Vous êtes sur le point de signer pour une acquisition.
Le prix semble juste. Il est basé sur des bilans, des prévisions, des promesses.
Mais que se passe-t-il si, une fois les clés en main, la réalité est… différente ?
Si le chiffre d’affaires espéré n’est pas au rendez-vous ?
Ou si le besoin en fonds de roulement explose ?
Vous ne pouvez pas juste espérer que tout se passe bien.
C’est là que la clause d’ajustement de prix d’acquisition devient votre meilleure alliée.
Pensez-y comme une assurance.
Le prix de vente que vous signez n’est pas définitif. Il est provisoire.
Il sera réévalué quelques mois après le closing, en se basant sur les résultats financiers réels de la société. Pas sur des prévisions.
En clair :
- Si les performances sont moins bonnes que prévu, le prix baisse. Vous payez moins.
- Si elles sont meilleures, le vendeur reçoit un complément. Le deal est juste pour tout le monde.

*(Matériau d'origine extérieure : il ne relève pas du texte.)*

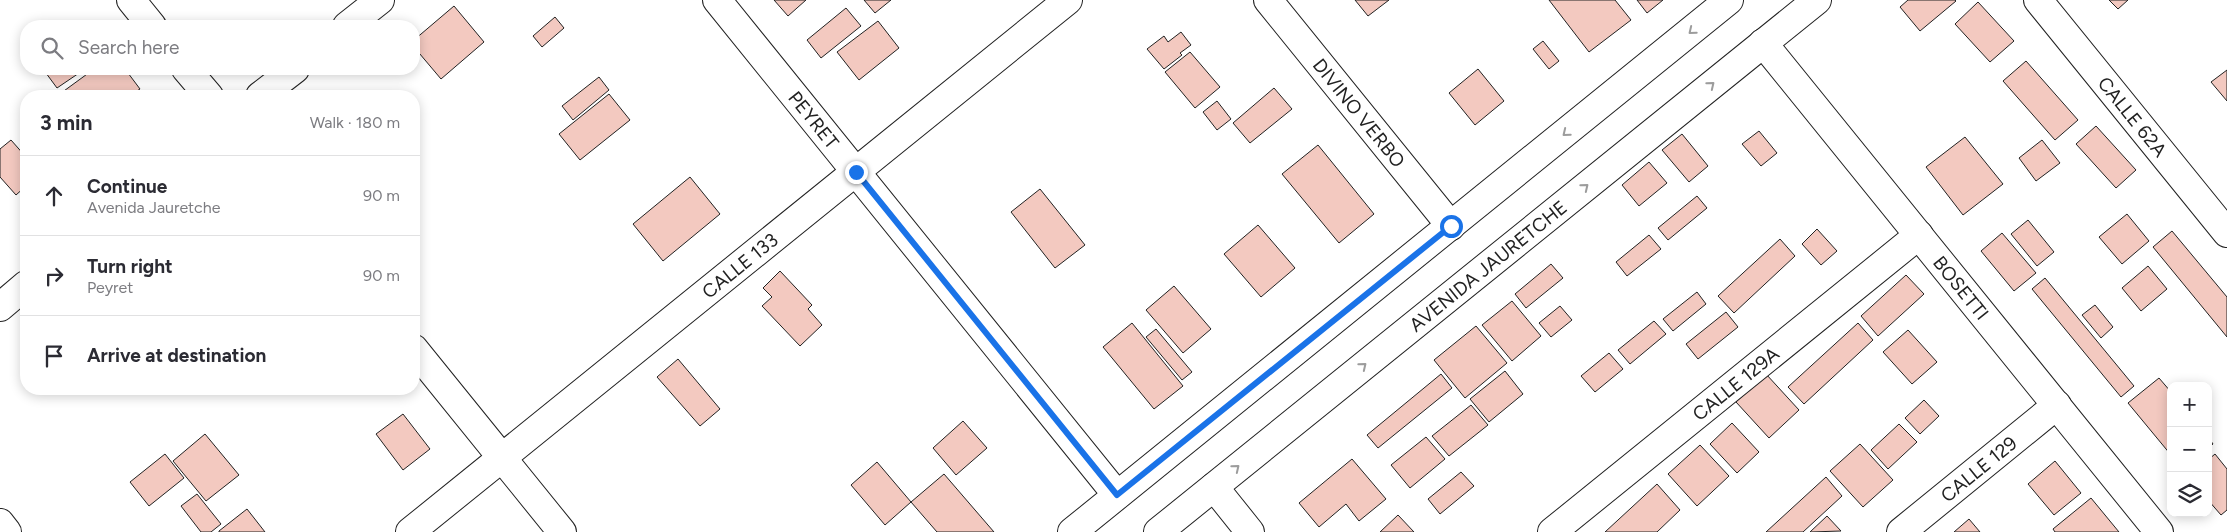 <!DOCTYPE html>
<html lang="en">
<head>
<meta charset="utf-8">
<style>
  :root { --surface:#fff; --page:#f7f7f7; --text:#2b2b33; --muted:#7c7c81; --line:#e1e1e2 }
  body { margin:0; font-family:Figtree,sans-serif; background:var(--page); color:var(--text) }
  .controls { position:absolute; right:15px; bottom:15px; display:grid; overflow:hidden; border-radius:10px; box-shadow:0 2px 12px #0003 }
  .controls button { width:45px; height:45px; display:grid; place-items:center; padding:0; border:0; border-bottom:1px solid var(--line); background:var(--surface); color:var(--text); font:25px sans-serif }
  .stop { position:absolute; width:15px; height:15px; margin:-11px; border:4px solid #1a73e8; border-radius:50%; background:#fff }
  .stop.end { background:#1a73e8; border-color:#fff; box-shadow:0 1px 5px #0008 }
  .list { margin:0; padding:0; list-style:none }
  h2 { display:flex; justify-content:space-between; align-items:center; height:65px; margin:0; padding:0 20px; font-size:21px }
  h2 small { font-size:16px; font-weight:400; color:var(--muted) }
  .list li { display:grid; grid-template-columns:32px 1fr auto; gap:15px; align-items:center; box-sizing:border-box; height:80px; padding:0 20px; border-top:1px solid var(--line) }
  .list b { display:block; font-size:19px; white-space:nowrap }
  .list p { margin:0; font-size:16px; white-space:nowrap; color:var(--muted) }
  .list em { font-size:16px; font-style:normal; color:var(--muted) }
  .icon { flex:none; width:28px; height:28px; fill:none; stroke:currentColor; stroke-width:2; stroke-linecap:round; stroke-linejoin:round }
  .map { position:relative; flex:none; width:2227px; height:532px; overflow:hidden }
  .search { position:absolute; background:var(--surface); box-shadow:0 2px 12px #0003; left:20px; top:20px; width:400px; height:55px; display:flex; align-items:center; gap:12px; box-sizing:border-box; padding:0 18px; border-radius:20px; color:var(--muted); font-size:19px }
  .panel { position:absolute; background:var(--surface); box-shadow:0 2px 12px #0003; left:20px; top:90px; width:400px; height:305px; border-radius:20px }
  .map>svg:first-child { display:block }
  .building { fill:#f3c9c0; stroke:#222 }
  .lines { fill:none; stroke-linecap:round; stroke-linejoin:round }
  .minor-casing { stroke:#222; stroke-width:30 }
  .secondary-casing { stroke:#222; stroke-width:30 }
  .primary-casing { stroke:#222; stroke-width:30 }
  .minor { stroke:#fff; stroke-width:28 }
  .secondary { stroke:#fff; stroke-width:28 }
  .primary { stroke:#fff; stroke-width:28 }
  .oneway { stroke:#9c9c9c }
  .route { stroke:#1a73e8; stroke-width:6 }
  .labels { text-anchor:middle; stroke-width:4; stroke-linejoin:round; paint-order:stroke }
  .street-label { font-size:19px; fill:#222; stroke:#fff }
</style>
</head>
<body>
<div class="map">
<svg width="2227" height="532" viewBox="0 0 2227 532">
  <rect width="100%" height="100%" fill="#fff"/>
  <!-- building -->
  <g class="building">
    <polygon points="774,0 806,0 788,16"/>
    <polygon points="864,0 891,0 875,13"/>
    <polygon points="1355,0 1389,0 1368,16"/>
    <polygon points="1549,0 1615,0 1631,20 1589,52"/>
    <polygon points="1637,0 1663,0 1647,13"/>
    <polygon points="1908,0 1955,0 1956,1 1920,31 1900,7"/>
    <polygon points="2109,0 2128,0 2118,9"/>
    <polygon points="1978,2 2014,41 1990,62 1955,24"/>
    <polygon points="454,6 484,42 441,79 414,47 414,40"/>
    <polygon points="846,8 861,26 821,58 807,40"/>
    <polygon points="555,17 564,28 542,47 533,36"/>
    <polygon points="878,21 899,48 859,80 837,52"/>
    <polygon points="1181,32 1191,45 1180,53 1182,55 1164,69 1147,49 1164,36 1168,42"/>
    <polygon points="1543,41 1559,61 1549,69 1533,49"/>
    <polygon points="1190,52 1220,87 1195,108 1165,72"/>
    <polygon points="2026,61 2078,120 2055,140 2003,81"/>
    <polygon points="43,69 85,69 57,88"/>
    <polygon points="94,69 125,69 140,89 129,96 57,96"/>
    <polygon points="1478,69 1504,101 1475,125 1449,93"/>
    <polygon points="2227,70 2227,101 2211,82"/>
    <polygon points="599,77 609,90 573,120 562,106"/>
    <polygon points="1274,88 1292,109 1250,143 1233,123"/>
    <polygon points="609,94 630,120 580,160 559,134"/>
    <polygon points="1217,101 1231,119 1217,130 1203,112"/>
    <polygon points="2096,126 2136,170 2116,188 2076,144"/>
    <polygon points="1759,131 1777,153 1761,166 1742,144"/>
    <polygon points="1682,134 1708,166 1689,182 1662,150"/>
    <polygon points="1965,137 2003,184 1963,215 1926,167"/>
    <polygon points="11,140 26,157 26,186 16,195 0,177 0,149"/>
    <polygon points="2042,140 2060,163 2036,181 2019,158"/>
    <polygon points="1318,145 1374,214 1339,243 1282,174"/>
    <polygon points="1649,162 1667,183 1639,206 1622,185"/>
    <polygon points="690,177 720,214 663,261 633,224"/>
    <polygon points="1040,189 1085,245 1055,268 1011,212"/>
    <polygon points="1697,196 1707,208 1668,240 1658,228"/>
    <polygon points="2127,214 2149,241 2122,264 2099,237"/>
    <polygon points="2028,220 2054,252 2037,266 2011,234"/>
    <polygon points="1258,225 1295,268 1261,297 1224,254"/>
    <polygon points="1817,229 1837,251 1821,265 1802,244"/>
    <polygon points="2172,231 2227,297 2227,337 2153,247"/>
    <polygon points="2002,233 2036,273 2014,291 1981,251"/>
    <polygon points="1649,235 1661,249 1627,276 1616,262"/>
    <polygon points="1780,239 1795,256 1734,313 1718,296"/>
    <polygon points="1551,264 1563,278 1526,308 1515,294"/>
    <polygon points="2148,266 2167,289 2141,311 2122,288"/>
    <polygon points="780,271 812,305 808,309 822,325 800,346 762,306 772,297 763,288"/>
    <polygon points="1906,275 1924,294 1878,336 1861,316"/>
    <polygon points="2045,278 2134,386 2121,397 2032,289"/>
    <polygon points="1174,286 1211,329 1183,353 1146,310"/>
    <polygon points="1697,292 1706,304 1673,331 1663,319"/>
    <polygon points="1512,301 1541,336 1512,361 1482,325"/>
    <polygon points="2095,305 2113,327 2101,338 2082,315"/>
    <polygon points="1560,306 1572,320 1551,337 1539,323"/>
    <polygon points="1726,312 1738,327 1698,359 1686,344"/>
    <polygon points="1654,321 1666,334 1630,364 1618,350"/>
    <polygon points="1132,323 1183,386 1154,409 1103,347"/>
    <polygon points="1858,323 1873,340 1804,404 1788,387"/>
    <polygon points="1476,326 1507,363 1465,398 1434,360"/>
    <polygon points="1156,329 1192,372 1182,380 1146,337"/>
    <polygon points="1908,330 1937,362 1912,384 1883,352"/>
    <polygon points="1609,353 1623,369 1595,392 1581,376"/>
    <polygon points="678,359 720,409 700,426 657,377"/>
    <polygon points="1505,371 1523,394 1489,422 1470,399"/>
    <polygon points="1441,374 1452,388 1378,448 1367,435"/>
    <polygon points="1766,374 1799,410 1769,438 1736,402"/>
    <polygon points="2159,378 2171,392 2171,455 2128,403"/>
    <polygon points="1924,400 1939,416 1920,434 1905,418"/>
    <polygon points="1471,405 1488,425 1449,456 1432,436"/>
    <polygon points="403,414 430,449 403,470 376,434"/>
    <polygon points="963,421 987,448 956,475 933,448"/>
    <polygon points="1732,423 1759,452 1737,473 1710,444"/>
    <polygon points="1899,424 1917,442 1888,469 1871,450"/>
    <polygon points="205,434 239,475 206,501 173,461"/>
    <polygon points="1426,437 1445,459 1410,488 1391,465"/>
    <polygon points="2208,437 2213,444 2208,448"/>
    <polygon points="1860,444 1893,480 1863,507 1830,471"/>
    <polygon points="1700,445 1729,476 1697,506 1668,474"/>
    <polygon points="165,454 184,478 149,506 130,482"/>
    <polygon points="2215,454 2227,469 2227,510 2221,515 2208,500 2208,460"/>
    <polygon points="1352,459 1386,499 1359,521 1346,504 1319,527 1299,503"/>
    <polygon points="2055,461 2081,493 2054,515 2028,484"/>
    <polygon points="877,462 911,502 885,525 851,485"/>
    <polygon points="1461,472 1474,486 1440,514 1428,499"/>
    <polygon points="944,474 994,532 937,532 911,502"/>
    <polygon points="1826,477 1842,496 1803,532 1766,532"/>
    <polygon points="1657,484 1680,510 1657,532 1605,532"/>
    <polygon points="197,494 221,524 211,532 201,532 181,506"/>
    <polygon points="2091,498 2119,532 2055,532 2053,529"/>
    <polygon points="247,509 265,532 219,532 219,531"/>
    <polygon points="1398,515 1414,532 1380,532"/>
    <polygon points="1827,516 1841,531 1810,532"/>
    <polygon points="1969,519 1980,532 1954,532"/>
  </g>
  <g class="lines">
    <!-- minor casing -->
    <g class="minor-casing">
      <g id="minor">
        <path id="s1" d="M 717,0 L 1117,495"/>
        <path id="s2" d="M 1268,0 L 1451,226"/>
        <path id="s3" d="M 2038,0 L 2227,233"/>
        <polyline points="347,26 380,0"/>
        <path id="s4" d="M 1763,43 L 2159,532"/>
        <polyline points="260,96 295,69"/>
        <polyline points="0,307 26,285"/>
        <polyline points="1214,487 1250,532"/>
        <polyline points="0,523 7,532"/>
        <path id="s5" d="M 410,532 L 1068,0"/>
        <path id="s6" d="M 1552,532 L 1919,235"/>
        <path id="s7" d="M 1901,532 L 2057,405"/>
      </g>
    </g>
    <!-- secondary casing -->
    <g class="secondary-casing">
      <g id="secondary">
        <polyline points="131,0 152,26"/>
        <polyline points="186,69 209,96"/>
        <polyline points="414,349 562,532"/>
      </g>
    </g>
    <!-- primary casing -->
    <g class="primary-casing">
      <g id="primary">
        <polyline points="1072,532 1729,0"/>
        <path id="s8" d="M 1158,532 L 1817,0"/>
      </g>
    </g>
    <!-- minor -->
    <use href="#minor" class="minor"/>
    <!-- secondary -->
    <use href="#secondary" class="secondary"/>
    <!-- primary -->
    <use href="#primary" class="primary"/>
  </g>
  <!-- one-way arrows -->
  <defs><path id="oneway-chevron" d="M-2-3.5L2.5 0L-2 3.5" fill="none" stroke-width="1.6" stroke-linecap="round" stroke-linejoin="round" transform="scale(1.25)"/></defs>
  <g class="oneway">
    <use href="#oneway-chevron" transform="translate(1692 31) rotate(141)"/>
    <use href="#oneway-chevron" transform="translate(1711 85) rotate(-39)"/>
    <use href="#oneway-chevron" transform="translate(1566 133) rotate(141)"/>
    <use href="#oneway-chevron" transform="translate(1585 187) rotate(-39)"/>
    <use href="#oneway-chevron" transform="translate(1363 366) rotate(-39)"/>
    <use href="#oneway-chevron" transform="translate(1236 468) rotate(-39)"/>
  </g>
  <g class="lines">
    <!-- route -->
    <polyline class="route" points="856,172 1117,495 1451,226"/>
  </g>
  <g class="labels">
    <!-- street labels -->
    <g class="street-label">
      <text dy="7" stroke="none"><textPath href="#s2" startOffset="145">DIVINO VERBO</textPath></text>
      <text dy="7" stroke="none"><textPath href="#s3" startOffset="150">CALLE 62A</textPath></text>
      <text dy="7" stroke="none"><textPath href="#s1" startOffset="154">PEYRET</textPath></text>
      <text dy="7" stroke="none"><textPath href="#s5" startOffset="424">CALLE 133</textPath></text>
      <text dy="7" stroke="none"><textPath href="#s8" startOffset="424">AVENIDA JAURETCHE</textPath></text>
      <text dy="7" stroke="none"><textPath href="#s4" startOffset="315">BOSETTI</textPath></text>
      <text dy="7" stroke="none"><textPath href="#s6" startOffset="236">CALLE 129A</textPath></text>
      <text dy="7" stroke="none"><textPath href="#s7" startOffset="100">CALLE 129</textPath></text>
    </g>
  </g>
</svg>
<div class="controls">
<button>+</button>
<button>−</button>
<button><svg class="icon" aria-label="layers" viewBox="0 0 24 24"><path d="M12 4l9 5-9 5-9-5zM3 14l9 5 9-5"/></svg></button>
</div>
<div class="stop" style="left:1451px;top:226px"></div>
<div class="stop end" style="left:856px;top:172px"></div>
<div class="search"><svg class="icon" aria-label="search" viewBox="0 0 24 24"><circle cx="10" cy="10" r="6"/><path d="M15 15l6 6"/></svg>Search here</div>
<section class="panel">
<h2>3 min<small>Walk · 180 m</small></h2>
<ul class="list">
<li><svg class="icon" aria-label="ahead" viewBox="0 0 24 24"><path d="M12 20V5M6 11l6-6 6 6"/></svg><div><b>Continue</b><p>Avenida Jauretche</p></div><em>90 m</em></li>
<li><svg class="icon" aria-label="right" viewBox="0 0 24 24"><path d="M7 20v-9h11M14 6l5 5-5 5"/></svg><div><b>Turn right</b><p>Peyret</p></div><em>90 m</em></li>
<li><svg class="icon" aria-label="arrive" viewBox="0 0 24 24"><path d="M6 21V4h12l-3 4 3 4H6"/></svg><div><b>Arrive at destination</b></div></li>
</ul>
</section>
</div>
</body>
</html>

Ce mécanisme protège votre investissement.
Il assure une juste répartition du risque entre vous et le vendeur.
Dans cet article, on va voir concrètement comment ça fonctionne.
Sans jargon, avec des exemples clairs. Pour que vous puissiez maîtriser cet outil lors de votre prochaine transaction.
Comprendre la clause prix ajustement acquisition

Comme on l’a vu juste avant, l’idée d’une clause d’ajustement de prix, c’est un peu votre filet de sécurité.
Mais comment ce filet se tisse concrètement ?
En fait, c’est un mécanisme super intelligent.
Il vous permet de faire bouger le prix de vente de l’entreprise
même après que vous ayez signé et pris les rênes.
Vous vous dites, « Mais comment c’est possible ? »
C’est simple : ça repose sur une comparaison.
On met côte à côte les bilans prévisionnels – ce qui était promis,
et les bilans définitifs – la vraie photo financière après l’acquisition.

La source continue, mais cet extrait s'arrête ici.